• [WHAT YOU WILL DO]: Transcribe the records below in full; pictures stay out of the copy.

══ AVAILABLE DATA

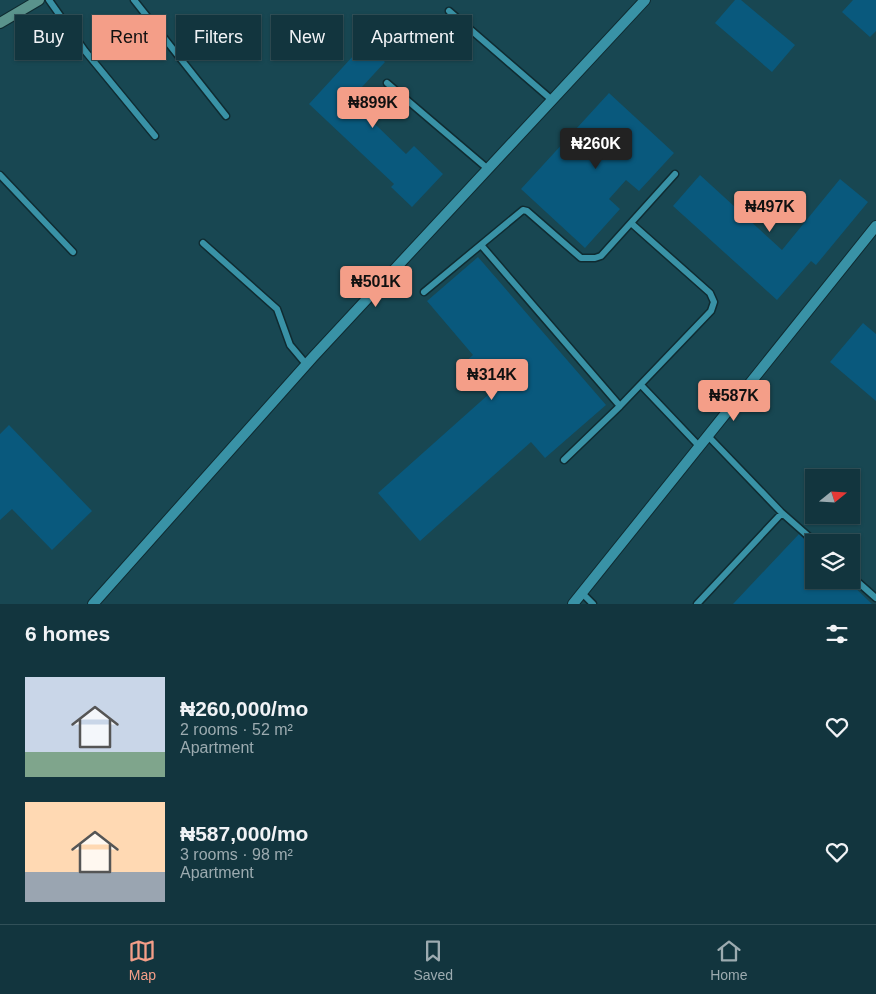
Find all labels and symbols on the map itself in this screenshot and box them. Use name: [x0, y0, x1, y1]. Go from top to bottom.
pin: ₦899K: [338, 86, 408, 129]
pin: ₦260K: [561, 128, 631, 170]
pin: ₦497K: [735, 190, 805, 233]
pin: ₦501K: [341, 266, 411, 308]
pin: ₦314K: [457, 358, 527, 401]
pin: ₦587K: [699, 380, 769, 422]
north arrow: [805, 469, 860, 524]

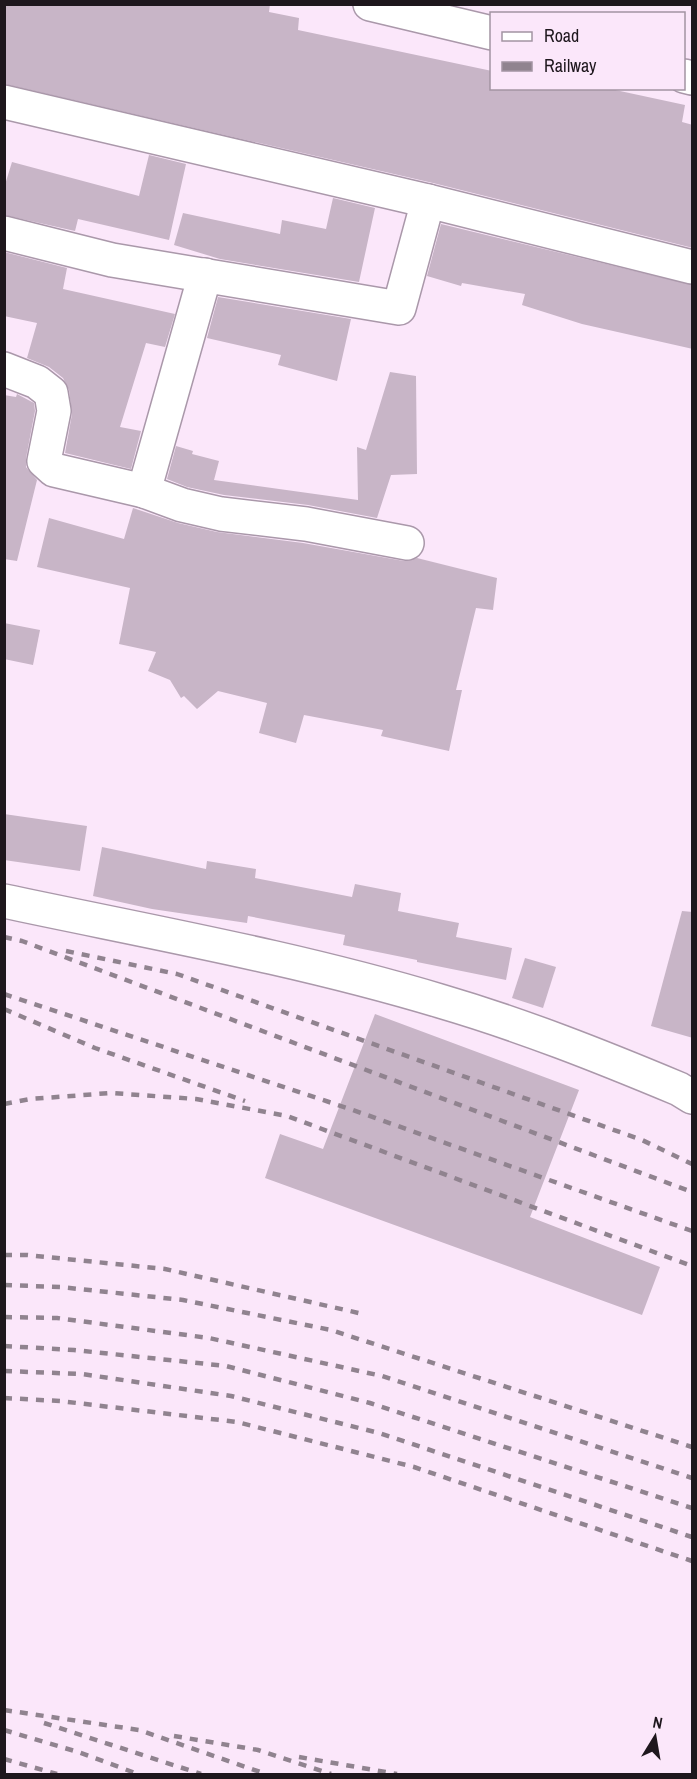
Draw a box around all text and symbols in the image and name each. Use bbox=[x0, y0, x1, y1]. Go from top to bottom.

════

• [OUTPUT FOR THIS TASK]:
Find all labels and symbols on the map itself in this screenshot and box them. Use name: [x0, y0, x1, y1]. Go from top to bottom.
pin: ₦899K: [338, 86, 408, 129]
pin: ₦260K: [561, 128, 631, 170]
pin: ₦497K: [735, 190, 805, 233]
pin: ₦501K: [341, 266, 411, 308]
pin: ₦314K: [457, 358, 527, 401]
pin: ₦587K: [699, 380, 769, 422]
north arrow: [805, 469, 860, 524]

Draw a box around all text and symbols in the image and name each. Use bbox=[x0, y0, x1, y1]. Go from top to bottom.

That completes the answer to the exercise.